Rinse the sponge under the sink, squeeze the extra water out of it and pat it on a towel. It leaves no steaks, it's sheer but it still leaves the coverage you get from the foundation


----------



## kimmy (Nov 27, 2006)

i use Olay Daily Moisture first, then let it all soak into my skin. then i apply my SFF in two streak across each cheek, one down the bridge of the nose, one under the bottom lip and two across the forehead with a flat foundation brush (like the MAC 180, but pretty stiff) then i blend it all together with a triangle shaped sponge...works pretty well for me


----------



## User67 (Nov 27, 2006)

I use the 190 & haven't had any problems. I apply my moisturizer & let it soak in, then I put on my Prep + Prime Skin, dot the SFF on each cheek, nose, forhead & chin. Then I start blending with the 190 brush & make sure to kind of work in sections making sure that each area is blended well before moving on to the next. I have also used my 187 to apply it & also had good results with that, I personally prefer using the 190 to apply my foundation though.


----------



## Kiseki (Nov 28, 2006)

I usually prep the skin with a very light oil-free moisturizer, blot the skin with a kleenex (if I'm really in a hurry) and apply Studio Fix Liquid with an angled sponge (ever so slighty damp for a more sheer finish or dry for more coverage), in areas of dilated pores I usually pat the foundation, unless I do fast circular movements, touching it up in areas that need more coverage.
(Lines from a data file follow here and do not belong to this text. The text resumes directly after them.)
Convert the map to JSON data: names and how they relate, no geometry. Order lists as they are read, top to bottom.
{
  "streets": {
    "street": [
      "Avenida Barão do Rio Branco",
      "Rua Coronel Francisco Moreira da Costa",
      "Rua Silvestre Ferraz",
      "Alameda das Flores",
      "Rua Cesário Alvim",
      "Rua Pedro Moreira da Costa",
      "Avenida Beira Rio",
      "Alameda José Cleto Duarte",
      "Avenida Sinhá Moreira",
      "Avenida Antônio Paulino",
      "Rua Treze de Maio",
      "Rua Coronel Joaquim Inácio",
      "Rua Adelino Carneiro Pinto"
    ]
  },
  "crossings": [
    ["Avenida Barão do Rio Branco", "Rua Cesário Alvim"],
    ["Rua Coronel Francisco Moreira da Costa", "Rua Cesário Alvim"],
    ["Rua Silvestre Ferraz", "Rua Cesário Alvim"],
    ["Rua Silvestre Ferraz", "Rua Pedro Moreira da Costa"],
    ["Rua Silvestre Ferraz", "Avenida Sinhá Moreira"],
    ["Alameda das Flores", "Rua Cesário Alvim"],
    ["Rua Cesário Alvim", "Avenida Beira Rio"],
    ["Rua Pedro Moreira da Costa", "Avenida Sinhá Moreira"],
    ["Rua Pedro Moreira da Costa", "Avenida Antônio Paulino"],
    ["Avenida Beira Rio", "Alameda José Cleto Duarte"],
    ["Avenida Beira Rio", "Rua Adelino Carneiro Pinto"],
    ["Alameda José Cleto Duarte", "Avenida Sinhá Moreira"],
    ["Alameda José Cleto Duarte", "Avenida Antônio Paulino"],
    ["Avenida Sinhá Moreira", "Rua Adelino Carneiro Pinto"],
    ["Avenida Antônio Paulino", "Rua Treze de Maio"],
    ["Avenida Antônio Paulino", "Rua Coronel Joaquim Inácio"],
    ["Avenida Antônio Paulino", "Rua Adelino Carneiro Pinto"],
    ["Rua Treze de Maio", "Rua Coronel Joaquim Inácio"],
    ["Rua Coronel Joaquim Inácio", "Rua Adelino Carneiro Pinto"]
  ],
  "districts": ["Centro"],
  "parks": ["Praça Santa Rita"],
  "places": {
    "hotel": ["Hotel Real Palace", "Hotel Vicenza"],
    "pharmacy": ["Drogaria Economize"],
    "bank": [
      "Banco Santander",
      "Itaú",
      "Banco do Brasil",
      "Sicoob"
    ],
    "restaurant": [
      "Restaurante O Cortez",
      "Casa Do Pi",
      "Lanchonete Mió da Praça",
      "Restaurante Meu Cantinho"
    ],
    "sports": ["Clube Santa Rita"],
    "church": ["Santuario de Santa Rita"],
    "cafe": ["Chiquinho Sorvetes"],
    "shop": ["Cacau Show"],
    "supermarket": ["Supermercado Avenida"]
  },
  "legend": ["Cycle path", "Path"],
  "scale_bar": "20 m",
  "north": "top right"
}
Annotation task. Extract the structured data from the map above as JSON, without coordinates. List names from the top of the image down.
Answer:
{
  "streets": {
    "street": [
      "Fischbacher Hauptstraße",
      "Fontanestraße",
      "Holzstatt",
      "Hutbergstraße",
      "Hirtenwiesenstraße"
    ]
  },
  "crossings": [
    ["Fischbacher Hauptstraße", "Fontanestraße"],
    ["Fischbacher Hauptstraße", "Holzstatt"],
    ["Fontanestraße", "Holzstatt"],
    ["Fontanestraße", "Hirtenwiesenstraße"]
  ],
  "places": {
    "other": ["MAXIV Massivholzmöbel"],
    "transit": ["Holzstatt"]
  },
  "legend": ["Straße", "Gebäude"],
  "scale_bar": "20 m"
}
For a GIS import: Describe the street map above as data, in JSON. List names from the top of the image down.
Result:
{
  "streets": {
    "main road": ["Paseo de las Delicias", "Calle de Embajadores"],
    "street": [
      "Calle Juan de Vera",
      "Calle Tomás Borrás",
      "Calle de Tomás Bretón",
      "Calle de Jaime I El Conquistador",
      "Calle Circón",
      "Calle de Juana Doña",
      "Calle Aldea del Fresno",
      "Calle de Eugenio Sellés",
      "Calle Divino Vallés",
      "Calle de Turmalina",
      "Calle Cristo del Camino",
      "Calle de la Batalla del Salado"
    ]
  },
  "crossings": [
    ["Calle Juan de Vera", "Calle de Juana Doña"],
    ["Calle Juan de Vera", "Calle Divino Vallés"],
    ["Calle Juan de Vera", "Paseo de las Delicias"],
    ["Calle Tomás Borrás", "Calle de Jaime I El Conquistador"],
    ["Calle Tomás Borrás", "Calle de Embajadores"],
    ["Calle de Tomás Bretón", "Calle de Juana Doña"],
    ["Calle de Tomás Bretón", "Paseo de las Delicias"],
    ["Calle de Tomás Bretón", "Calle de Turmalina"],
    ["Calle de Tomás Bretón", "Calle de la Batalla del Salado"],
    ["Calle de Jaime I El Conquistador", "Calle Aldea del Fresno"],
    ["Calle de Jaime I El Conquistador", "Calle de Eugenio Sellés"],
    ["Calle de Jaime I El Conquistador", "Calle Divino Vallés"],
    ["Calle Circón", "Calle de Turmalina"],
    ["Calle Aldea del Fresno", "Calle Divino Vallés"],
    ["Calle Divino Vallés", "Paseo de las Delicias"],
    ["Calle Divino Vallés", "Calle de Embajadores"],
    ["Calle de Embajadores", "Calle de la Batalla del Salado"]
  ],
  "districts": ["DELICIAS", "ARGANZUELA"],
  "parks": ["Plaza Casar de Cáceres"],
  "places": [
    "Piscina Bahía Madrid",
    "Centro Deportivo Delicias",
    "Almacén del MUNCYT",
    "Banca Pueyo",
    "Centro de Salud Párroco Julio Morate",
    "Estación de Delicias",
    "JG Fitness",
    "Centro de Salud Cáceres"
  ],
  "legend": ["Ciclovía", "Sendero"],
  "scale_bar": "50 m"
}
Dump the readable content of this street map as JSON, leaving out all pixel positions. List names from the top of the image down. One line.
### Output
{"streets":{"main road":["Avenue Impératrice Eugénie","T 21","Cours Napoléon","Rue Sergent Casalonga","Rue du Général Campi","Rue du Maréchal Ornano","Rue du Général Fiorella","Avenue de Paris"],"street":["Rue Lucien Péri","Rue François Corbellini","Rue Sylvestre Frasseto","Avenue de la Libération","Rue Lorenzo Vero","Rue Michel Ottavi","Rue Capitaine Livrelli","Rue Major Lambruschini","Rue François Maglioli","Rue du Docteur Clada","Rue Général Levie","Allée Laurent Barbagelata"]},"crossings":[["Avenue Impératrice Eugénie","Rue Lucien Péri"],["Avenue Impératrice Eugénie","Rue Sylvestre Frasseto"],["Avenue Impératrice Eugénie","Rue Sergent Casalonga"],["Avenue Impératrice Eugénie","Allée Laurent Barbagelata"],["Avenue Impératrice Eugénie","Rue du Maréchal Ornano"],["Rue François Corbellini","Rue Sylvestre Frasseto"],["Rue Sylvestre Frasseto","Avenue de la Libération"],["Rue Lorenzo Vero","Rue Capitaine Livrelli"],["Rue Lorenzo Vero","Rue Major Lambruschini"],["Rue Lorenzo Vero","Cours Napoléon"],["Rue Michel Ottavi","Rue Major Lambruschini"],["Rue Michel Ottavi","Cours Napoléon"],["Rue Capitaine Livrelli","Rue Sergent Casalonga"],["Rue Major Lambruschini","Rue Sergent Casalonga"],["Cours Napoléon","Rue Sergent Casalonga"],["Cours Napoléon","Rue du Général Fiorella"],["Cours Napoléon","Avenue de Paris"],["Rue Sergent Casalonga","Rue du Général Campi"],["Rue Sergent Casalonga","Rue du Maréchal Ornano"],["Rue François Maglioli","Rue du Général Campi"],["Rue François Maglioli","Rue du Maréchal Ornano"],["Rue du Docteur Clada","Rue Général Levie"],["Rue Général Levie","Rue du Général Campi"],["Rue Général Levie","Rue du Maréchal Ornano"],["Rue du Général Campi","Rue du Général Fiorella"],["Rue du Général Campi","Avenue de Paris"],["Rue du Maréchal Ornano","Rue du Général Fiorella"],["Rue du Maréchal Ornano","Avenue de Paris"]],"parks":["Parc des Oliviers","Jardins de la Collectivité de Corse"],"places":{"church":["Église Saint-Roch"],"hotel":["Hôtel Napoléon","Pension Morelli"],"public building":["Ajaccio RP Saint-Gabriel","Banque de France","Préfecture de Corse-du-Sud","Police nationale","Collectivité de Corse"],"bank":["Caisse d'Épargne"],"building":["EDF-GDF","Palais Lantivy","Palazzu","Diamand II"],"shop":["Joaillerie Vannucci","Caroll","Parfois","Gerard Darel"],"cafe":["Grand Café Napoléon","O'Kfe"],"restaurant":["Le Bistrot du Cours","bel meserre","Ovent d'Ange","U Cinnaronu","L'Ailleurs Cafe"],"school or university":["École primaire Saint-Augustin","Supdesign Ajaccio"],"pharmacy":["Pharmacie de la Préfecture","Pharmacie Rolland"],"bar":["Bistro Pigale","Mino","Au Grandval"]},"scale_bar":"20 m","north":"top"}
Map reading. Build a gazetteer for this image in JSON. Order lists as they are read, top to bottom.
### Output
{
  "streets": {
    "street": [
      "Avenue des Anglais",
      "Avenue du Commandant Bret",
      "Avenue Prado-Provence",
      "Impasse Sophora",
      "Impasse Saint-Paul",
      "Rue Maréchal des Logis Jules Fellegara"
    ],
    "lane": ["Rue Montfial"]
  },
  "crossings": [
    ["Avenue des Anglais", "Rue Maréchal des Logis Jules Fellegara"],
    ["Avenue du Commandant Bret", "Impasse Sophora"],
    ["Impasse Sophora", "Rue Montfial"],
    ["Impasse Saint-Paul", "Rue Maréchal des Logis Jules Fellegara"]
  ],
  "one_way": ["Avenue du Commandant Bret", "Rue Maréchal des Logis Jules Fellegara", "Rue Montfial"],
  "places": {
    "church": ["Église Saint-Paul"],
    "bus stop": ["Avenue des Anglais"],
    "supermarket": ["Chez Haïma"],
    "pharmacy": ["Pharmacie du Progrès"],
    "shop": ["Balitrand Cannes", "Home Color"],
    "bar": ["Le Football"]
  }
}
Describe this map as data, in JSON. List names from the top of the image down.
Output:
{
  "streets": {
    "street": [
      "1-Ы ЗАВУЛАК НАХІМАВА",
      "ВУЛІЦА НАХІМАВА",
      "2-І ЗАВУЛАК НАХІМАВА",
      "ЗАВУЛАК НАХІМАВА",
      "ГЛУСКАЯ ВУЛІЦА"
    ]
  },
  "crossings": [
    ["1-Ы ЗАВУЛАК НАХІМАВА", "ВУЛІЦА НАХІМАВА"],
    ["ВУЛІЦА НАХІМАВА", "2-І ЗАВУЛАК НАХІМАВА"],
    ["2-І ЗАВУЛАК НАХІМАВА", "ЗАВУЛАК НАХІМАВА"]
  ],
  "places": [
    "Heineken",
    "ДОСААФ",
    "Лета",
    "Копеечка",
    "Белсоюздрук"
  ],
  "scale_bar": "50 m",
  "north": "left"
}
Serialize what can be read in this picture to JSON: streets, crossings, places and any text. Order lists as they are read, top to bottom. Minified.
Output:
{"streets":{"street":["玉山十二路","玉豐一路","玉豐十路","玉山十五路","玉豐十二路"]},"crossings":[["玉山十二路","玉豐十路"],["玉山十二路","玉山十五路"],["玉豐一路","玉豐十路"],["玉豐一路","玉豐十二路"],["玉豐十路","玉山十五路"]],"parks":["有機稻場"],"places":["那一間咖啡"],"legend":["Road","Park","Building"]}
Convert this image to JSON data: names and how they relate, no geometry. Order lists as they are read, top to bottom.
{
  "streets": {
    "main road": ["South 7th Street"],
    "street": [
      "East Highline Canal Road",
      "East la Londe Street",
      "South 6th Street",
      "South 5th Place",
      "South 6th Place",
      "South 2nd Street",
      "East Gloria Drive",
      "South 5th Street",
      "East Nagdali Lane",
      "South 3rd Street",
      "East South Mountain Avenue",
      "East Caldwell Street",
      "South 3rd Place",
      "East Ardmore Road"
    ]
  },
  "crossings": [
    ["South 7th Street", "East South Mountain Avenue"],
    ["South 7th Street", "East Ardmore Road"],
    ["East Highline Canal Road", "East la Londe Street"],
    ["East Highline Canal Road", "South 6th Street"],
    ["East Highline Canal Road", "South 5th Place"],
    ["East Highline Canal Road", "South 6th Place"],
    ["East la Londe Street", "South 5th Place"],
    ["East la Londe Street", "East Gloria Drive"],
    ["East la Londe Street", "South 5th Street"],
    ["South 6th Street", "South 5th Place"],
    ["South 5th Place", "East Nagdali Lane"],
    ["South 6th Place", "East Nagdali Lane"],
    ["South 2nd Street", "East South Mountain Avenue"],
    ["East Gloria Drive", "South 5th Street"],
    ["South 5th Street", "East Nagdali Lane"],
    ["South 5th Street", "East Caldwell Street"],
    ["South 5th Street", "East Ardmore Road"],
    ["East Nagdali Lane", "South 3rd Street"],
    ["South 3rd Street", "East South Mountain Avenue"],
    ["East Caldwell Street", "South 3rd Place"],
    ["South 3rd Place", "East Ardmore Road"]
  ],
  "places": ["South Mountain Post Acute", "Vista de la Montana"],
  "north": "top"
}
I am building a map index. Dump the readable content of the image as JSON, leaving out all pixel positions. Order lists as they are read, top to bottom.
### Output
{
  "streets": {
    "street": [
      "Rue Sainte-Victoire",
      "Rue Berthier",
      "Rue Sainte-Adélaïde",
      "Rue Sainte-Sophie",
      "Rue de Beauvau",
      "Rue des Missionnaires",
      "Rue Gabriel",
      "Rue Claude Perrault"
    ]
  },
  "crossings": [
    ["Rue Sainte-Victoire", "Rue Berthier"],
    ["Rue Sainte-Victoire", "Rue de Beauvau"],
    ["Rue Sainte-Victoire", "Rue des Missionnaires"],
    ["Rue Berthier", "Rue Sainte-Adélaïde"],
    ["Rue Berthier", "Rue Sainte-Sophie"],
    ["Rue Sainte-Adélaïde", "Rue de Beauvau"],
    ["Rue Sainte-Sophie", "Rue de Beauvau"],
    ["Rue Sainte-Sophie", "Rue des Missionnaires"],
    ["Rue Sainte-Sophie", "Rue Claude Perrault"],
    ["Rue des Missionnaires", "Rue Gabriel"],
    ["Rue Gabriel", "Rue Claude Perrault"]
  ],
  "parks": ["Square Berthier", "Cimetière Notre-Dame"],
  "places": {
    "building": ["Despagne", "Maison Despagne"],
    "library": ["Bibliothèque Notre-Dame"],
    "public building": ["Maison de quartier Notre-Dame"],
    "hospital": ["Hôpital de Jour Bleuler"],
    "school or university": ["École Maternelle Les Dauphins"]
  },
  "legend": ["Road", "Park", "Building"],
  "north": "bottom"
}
Very rarely do I apply a brush and I'm not particular fond of it, I use the 192 brush for Studio Tech, but I don't think it would work nicely with Studio Fix Liquid.


----------



## m4dswine (Nov 30, 2006)

See I do have a good foundation brush, but the hassle of using one to apply foundation when I have perfectly good fingers available... I think I might wait a little longer for a 187, I have a similar shaped brush that I can use to blend afterwards. I'm not sure I can afford a 187 right now either!!


----------



## Bootyliciousx (Nov 30, 2006)

I use my fingers


----------



## amoona (Nov 30, 2006)

I use a Sonia Kashuk just like MAC_Pixie04 does. I was too broke to buy a 190 or 187 when I first started wearing foundation. I don't wear it often though, only when I go out and I know I'm gonna be dancing cuz I get really red without foundation when I'm hot.

I just use that brush n then set it with Studio Fix powder. Never noticed streaking ... the brush is super cheap at Target.


----------



## MelodyAngel (Jan 14, 2009)

*Best way to apply Studio Fix Fluid?*

Hi everyone!

I'm trying the Studio Fix Fluid foundation for the first time, and I wonder what is the best way to apply it for a nice airbrushed finish? I've used Studio Fix powder forever, and I just throw it on with the 187. But every time I go to a MAC Counter, their foundation looks amazing! So I asked, and was told to use Studio Fix Fluid with the Studio Fix powder or MSFN to finish it.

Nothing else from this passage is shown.